Predicting Merge Conflict Resolutions: WSRC vs. Random Forest
Context
Merge conflict resolution remains a significant challenge in Git-based software development, as manual conflict resolutions slow down collaboration and reduce developer productivity. However, empirical research results suggest that a vast majority of chunk resolutions found in practice can be derived from a fixed set of conflict resolution patterns, combining the ours, theirs, and base parts of a conflicting chunk in a pre-defined way. These findings form the foundation for phrasing merge conflict resolution as a classification problem, and thus using traditional machine learning for predicting the correct resolution.
Motivation
In a preliminary study, we collected a large dataset by extracting conflicts and their resolutions from the evolution of thousands of open-source projects, which may be used for training conflict resolution classifiers.

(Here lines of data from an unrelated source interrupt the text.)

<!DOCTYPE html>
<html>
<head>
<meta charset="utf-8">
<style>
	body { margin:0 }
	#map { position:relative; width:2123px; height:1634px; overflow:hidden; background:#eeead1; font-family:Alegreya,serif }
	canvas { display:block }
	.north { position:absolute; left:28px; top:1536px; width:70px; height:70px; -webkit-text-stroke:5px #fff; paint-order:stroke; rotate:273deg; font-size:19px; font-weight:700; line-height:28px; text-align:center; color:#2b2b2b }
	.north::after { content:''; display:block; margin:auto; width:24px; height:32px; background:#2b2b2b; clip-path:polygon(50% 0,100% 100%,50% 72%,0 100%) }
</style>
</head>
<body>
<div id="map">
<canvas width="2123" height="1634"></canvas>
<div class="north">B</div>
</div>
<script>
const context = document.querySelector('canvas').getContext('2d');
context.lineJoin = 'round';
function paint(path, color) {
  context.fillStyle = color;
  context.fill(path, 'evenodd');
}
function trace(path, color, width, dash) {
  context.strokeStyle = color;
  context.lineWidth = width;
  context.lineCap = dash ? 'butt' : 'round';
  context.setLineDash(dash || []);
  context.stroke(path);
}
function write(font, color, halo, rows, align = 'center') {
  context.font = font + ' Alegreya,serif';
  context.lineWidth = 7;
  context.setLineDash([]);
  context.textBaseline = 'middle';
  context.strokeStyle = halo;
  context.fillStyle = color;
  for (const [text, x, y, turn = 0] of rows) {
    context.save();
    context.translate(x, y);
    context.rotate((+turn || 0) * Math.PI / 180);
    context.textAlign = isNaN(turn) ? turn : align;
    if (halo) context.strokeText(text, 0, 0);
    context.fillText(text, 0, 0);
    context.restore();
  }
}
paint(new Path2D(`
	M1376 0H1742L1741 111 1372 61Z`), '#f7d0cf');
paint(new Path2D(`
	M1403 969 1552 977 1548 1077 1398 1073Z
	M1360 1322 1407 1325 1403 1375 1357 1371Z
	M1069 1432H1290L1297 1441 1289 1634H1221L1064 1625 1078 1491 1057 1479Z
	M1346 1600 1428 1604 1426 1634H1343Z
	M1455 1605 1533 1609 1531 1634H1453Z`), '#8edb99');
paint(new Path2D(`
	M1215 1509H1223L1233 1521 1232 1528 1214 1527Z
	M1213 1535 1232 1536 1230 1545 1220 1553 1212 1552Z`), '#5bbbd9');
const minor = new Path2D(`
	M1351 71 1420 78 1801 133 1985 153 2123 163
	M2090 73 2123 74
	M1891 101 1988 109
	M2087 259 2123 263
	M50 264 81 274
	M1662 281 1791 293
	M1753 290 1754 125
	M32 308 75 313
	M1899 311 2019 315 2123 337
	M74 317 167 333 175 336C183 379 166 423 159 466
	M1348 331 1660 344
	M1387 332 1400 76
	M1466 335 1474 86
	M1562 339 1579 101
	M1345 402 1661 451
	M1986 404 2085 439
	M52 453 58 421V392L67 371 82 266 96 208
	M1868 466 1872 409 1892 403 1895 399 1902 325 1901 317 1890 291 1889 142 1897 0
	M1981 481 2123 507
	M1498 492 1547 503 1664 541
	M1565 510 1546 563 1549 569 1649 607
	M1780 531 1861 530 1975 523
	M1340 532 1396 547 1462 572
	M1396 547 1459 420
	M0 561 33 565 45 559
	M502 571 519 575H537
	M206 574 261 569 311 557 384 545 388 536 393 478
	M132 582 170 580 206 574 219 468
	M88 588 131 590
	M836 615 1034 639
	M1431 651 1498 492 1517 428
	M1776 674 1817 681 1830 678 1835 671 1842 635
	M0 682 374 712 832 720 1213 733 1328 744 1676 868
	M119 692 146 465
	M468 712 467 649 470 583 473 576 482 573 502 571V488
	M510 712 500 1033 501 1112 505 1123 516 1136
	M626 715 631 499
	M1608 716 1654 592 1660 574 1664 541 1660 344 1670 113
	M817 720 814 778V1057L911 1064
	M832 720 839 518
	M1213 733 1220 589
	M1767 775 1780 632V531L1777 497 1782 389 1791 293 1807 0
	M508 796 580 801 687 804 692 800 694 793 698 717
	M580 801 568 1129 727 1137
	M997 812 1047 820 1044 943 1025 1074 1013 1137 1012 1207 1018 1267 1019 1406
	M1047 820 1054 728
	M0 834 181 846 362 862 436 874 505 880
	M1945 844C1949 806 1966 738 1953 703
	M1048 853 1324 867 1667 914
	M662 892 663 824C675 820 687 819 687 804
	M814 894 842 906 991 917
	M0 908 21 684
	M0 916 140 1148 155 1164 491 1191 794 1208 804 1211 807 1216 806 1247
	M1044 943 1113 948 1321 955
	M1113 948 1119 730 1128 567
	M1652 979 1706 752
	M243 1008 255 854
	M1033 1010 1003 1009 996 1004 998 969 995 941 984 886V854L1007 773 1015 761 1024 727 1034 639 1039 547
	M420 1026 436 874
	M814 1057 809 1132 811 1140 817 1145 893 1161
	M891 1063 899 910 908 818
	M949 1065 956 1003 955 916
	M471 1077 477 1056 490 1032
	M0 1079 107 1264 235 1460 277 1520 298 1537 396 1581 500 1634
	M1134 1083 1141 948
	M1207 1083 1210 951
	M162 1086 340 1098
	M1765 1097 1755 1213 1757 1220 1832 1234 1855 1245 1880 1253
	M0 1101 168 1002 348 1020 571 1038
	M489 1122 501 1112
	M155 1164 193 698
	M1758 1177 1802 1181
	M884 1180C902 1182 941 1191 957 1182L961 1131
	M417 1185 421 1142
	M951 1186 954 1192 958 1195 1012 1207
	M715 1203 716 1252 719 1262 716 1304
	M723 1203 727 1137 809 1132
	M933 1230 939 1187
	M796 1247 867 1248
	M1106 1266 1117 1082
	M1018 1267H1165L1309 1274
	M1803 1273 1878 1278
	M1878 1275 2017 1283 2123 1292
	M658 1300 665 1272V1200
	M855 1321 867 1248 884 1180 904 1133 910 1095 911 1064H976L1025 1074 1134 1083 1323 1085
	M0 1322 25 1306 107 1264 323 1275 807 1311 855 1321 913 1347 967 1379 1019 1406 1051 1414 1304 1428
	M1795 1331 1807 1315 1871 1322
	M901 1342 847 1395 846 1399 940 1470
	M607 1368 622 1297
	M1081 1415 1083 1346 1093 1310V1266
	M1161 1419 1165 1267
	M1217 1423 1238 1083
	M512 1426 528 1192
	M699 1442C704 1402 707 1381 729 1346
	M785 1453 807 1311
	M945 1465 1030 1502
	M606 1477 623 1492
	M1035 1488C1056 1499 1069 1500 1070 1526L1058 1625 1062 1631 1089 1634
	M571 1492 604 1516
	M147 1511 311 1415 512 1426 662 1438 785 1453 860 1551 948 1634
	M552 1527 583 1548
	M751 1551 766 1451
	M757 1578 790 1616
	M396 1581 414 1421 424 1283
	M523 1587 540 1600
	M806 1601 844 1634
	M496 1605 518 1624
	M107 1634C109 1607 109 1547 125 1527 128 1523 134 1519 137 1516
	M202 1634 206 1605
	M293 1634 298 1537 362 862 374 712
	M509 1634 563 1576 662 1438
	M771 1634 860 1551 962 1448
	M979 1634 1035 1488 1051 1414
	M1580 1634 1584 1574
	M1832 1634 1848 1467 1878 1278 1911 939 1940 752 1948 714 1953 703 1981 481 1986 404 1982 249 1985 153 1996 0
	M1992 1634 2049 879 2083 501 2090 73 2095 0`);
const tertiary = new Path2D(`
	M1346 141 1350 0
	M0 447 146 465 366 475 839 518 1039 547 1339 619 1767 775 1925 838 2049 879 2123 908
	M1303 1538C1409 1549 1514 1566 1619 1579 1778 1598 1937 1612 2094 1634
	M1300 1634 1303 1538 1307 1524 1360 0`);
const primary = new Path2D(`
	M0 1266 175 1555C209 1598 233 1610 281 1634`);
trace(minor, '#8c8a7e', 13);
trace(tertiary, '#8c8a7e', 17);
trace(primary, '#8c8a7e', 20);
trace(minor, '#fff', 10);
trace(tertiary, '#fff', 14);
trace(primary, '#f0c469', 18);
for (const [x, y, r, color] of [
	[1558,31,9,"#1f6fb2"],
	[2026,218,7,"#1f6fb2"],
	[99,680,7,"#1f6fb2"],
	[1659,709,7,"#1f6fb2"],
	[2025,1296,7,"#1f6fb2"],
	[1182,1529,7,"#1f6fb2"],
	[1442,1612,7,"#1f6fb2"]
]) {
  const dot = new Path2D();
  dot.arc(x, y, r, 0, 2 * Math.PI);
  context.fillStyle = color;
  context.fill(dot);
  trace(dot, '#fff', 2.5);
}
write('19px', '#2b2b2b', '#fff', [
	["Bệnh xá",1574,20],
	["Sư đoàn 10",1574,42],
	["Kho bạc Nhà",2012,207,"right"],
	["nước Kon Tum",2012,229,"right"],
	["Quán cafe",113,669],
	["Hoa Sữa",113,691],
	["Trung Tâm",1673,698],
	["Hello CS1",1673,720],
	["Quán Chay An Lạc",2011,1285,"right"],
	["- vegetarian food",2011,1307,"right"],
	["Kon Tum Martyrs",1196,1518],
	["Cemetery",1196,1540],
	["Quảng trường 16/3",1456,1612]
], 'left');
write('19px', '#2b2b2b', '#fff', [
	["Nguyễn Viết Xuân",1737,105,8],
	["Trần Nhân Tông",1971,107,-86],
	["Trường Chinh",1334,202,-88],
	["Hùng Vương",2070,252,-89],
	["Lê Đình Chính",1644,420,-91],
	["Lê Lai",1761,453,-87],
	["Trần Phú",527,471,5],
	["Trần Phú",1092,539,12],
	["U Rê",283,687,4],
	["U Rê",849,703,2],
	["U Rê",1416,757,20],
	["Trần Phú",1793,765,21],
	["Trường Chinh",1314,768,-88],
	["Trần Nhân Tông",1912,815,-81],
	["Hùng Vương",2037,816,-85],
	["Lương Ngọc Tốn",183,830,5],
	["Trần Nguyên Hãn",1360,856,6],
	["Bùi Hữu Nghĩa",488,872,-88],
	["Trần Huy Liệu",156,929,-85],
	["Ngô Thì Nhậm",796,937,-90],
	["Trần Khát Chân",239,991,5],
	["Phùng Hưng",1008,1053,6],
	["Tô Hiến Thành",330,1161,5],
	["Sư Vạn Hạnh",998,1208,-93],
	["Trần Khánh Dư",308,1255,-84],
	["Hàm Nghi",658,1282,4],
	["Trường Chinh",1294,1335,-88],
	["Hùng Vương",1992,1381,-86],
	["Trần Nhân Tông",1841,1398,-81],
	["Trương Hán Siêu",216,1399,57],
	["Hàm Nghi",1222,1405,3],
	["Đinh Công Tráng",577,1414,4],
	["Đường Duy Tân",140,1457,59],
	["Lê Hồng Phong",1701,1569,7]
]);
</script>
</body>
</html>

While traditional classifiers (e.g., logistic regression, random forests, and support vector machines) have been evaluated on this task, with random forests showing the most promising results, the space of classification methods has not yet been fully explored.
Goal
The goal of this project is to evaluate through a series of experiments whether the Test Weighted Sparse Representation Classifier may outperform Random Forest on the task of predicting merge conflict resolutions.
Requirements
The student should have:
- Familiarity with classic classification methods (e.g. decision trees, random forests, SVM, Weighted Sparse Representation Classifier).
- Proficiency in handling tabular data with Python(scikit-learn for RF for WSRC (L1-solve) for model evaluation on high-D data).
- Proficiency in handling tabular data with Python(scikit-learn for RF for WSRC )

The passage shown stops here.